Debbie Ashton, BSN, RN, an Acute Dialysis nurse, told a “Magnet Moment” after a day of feeling as if she made a difference in the life of a patient and his family. She had just finished dialysis with the patient and took him off due to persistent arrhythmia, which he had had before. The patient felt fine, and vitals were stable. All of a sudden, he began complaining of pain and shortness of breath while on oxygen. Debbie quickly became aware the situation abruptly changed. The patient went into ventricular tachycardia and lost consciousness. His wife ran out of the room and help arrived immediately. The patient’s rhythm changed to a narrow complex bradycardia, pulseless, so Debbie started compressions. She was relieved by the patient’s primary nurse and went out of the room to find the wife sitting alone in the waiting area, obviously beside herself, unable to reach her kids on their cell phones. Debbie sat and talked with her, and prayed with her for the people working on her husband. A nurse appeared and said he was conscious and talking. Debbie defined this “Magnet Moment” as a peak moment in her career, knowing that she had made a difference in the life of her patient and his family.
A beautiful, bright young woman in her early 30s, who had been diagnosed with leukemia 2 ½ years prior, relapsed 18 months post-transplant, and was admitted to the Bone Marrow Transplant Unit at Thornton Hospital. The social worker asked the patient if there was anything she could do for her, knowing that her time here on earth was growing short. The patient expressed that she had wished she had married the man she has been with for the last 15 years, who was the father of her 3½ year old daughter.
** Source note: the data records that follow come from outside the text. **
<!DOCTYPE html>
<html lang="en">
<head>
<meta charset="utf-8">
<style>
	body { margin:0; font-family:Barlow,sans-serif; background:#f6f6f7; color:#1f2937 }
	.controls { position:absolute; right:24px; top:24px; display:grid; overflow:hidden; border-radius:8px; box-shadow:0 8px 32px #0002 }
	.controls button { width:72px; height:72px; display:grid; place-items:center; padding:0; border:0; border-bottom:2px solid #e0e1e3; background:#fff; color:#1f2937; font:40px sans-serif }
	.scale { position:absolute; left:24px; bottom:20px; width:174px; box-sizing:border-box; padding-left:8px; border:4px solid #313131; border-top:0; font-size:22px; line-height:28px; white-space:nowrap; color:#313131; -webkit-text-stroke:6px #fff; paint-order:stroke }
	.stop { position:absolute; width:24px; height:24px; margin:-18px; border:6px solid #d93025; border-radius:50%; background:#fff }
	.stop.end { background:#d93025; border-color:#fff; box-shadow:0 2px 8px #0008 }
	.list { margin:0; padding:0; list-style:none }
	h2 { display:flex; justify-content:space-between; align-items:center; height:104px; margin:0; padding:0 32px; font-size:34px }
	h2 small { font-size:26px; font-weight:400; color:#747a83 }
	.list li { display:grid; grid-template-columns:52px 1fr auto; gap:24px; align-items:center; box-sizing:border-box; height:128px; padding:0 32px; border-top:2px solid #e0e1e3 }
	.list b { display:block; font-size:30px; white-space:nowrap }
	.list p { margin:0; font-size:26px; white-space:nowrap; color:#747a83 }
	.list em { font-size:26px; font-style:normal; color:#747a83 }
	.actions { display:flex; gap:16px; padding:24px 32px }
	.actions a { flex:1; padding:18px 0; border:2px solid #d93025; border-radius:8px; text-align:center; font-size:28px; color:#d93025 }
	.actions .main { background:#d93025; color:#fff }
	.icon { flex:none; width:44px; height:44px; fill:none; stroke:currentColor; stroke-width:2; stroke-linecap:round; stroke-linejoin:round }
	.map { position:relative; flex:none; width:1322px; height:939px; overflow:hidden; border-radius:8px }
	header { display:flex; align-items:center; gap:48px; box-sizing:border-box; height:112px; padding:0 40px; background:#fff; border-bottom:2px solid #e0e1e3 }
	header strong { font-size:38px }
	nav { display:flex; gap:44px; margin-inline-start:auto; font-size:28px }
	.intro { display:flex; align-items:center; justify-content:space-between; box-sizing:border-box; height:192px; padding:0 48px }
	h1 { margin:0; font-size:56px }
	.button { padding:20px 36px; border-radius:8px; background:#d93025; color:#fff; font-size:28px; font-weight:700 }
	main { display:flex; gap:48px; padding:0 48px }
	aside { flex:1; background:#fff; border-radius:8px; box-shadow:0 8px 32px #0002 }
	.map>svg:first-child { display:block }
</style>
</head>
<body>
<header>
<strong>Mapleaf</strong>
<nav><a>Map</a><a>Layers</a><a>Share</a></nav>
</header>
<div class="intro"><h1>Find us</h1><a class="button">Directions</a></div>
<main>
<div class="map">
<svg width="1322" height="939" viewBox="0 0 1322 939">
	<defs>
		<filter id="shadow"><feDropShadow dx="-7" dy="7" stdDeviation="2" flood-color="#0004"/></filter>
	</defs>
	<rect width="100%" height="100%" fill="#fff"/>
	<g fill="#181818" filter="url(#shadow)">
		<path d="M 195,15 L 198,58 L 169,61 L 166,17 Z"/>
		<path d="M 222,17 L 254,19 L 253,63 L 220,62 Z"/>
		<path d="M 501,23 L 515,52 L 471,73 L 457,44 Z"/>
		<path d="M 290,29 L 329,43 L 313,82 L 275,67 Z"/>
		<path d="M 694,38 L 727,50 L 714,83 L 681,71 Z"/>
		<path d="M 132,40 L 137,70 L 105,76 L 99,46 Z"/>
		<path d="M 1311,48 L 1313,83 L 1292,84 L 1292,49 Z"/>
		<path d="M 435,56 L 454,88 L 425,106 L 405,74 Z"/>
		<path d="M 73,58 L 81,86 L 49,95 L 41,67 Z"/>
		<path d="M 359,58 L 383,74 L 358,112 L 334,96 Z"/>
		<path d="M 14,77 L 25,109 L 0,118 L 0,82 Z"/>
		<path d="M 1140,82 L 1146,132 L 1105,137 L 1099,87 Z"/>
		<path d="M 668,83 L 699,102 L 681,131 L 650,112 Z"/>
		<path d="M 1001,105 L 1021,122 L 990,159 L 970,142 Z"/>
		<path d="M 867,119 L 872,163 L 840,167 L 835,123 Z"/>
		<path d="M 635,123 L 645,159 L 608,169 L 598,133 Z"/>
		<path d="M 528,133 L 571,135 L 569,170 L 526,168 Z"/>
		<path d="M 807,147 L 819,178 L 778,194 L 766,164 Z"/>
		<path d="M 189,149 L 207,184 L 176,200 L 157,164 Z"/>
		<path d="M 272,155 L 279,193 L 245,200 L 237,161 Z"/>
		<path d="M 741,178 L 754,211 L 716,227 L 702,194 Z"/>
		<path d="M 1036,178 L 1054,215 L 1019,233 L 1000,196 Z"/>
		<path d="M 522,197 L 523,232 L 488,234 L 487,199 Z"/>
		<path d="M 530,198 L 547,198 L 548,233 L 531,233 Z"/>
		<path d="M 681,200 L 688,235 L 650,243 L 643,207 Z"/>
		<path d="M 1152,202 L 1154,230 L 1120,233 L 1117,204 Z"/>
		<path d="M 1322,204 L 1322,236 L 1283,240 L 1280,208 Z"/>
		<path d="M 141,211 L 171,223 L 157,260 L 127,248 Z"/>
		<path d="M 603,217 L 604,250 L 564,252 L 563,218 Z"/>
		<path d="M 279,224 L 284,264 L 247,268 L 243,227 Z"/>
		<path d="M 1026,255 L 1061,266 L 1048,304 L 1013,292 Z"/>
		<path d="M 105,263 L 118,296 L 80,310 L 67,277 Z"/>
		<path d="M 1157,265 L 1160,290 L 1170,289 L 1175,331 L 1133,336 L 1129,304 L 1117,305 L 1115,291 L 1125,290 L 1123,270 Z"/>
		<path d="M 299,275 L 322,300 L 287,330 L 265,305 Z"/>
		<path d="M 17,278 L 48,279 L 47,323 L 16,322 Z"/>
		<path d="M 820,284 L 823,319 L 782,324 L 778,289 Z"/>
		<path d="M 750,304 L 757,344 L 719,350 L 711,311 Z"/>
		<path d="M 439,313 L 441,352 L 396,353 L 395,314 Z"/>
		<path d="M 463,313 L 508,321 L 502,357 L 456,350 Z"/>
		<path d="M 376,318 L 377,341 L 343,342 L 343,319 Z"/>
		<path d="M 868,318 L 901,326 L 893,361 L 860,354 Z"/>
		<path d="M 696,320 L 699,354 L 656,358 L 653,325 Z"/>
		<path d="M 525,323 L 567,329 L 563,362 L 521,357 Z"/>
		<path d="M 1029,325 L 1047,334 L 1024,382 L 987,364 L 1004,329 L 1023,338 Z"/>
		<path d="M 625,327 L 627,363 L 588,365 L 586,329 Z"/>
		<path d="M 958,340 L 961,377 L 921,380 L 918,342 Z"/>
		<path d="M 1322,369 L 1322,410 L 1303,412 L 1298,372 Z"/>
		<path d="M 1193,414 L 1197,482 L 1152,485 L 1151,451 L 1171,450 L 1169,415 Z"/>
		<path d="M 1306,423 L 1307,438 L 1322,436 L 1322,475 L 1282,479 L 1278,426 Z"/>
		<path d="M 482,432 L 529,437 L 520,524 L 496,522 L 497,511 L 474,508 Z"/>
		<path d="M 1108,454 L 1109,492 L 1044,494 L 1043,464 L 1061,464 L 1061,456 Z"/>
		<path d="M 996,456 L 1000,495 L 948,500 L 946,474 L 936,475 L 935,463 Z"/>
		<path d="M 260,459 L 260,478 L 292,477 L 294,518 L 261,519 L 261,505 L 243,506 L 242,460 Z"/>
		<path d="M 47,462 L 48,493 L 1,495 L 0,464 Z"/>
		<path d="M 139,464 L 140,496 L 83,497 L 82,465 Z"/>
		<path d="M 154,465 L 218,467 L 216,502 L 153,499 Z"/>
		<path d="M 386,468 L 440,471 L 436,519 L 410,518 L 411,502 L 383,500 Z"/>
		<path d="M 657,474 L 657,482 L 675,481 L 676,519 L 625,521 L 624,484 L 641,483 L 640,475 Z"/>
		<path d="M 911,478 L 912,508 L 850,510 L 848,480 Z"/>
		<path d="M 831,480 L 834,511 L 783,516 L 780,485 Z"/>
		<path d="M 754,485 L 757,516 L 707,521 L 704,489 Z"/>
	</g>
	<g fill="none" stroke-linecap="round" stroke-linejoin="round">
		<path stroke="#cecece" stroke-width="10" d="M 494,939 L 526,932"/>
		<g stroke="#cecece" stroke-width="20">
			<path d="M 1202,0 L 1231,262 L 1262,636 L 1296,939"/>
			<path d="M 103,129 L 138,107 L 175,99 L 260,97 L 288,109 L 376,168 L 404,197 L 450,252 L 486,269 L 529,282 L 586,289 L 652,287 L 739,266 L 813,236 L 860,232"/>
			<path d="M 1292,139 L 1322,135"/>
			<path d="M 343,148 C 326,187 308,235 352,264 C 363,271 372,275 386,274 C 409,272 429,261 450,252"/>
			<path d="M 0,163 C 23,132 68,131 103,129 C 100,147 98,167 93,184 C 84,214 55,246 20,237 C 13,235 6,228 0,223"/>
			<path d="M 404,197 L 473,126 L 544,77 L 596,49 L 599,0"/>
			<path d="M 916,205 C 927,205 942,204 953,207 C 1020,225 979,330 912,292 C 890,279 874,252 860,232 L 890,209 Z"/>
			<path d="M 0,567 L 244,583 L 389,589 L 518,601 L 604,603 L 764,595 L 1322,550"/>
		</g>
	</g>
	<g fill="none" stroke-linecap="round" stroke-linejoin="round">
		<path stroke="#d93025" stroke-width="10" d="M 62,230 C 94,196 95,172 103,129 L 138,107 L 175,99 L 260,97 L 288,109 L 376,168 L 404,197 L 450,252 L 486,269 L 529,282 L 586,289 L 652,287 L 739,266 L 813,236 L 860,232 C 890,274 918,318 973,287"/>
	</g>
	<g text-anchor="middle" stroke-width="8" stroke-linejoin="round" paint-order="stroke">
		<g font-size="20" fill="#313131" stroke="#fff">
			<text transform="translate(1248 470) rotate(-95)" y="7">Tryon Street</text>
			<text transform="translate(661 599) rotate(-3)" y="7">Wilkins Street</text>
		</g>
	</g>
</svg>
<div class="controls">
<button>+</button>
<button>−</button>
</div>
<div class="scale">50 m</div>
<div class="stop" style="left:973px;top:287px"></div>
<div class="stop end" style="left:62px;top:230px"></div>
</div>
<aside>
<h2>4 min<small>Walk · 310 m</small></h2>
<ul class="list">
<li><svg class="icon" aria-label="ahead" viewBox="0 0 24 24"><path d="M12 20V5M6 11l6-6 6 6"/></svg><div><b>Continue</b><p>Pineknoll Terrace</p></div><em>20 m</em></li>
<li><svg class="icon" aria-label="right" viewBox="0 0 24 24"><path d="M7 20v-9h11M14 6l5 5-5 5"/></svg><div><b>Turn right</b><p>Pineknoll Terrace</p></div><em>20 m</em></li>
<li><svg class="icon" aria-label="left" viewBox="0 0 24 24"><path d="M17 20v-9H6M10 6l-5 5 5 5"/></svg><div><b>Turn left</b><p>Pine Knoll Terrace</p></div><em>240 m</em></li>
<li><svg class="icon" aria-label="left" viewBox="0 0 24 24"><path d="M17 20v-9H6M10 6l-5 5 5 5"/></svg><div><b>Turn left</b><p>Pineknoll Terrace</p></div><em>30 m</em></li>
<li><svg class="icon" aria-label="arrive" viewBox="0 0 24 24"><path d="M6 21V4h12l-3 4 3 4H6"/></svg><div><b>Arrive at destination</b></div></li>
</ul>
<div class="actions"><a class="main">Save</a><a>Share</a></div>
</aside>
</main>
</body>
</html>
Staff enlisted assistance from the Medical Center Chaplain; Environmental Services; Deborah Wayne, RN, MSN, MBA, Director of Nursing at Thornton Hospital, and Ann Skinner, Patient Relations Representative. The Chaplain obtained the necessary paperwork from the County, and arranged for a notary, and the legal marriage took place that very day. The next day, the nursing staff on 3W transformed the hospital’s Triton Conference Room into a beautiful chapel and reception area, complete with flowers, decorations, cake, and refreshments.
The team even arranged for someone to videotape the joyous event. The room was soon filled with 40 of their friends, family and staff members who had lovingly cared for the patient over the years. As the wedding began, the patient was wheeled in on a geriatric chair so that she was able to sit up during the ceremony. Father Thomas, a member of the Chaplain service, led the vows, rings were exchanged, and when the wedding was complete Father Thomas baptized their daughter. The wedding was on a Friday and the patient died Monday morning. What a difference 24 hours can make in the lives of patients and in the memories of their loved ones.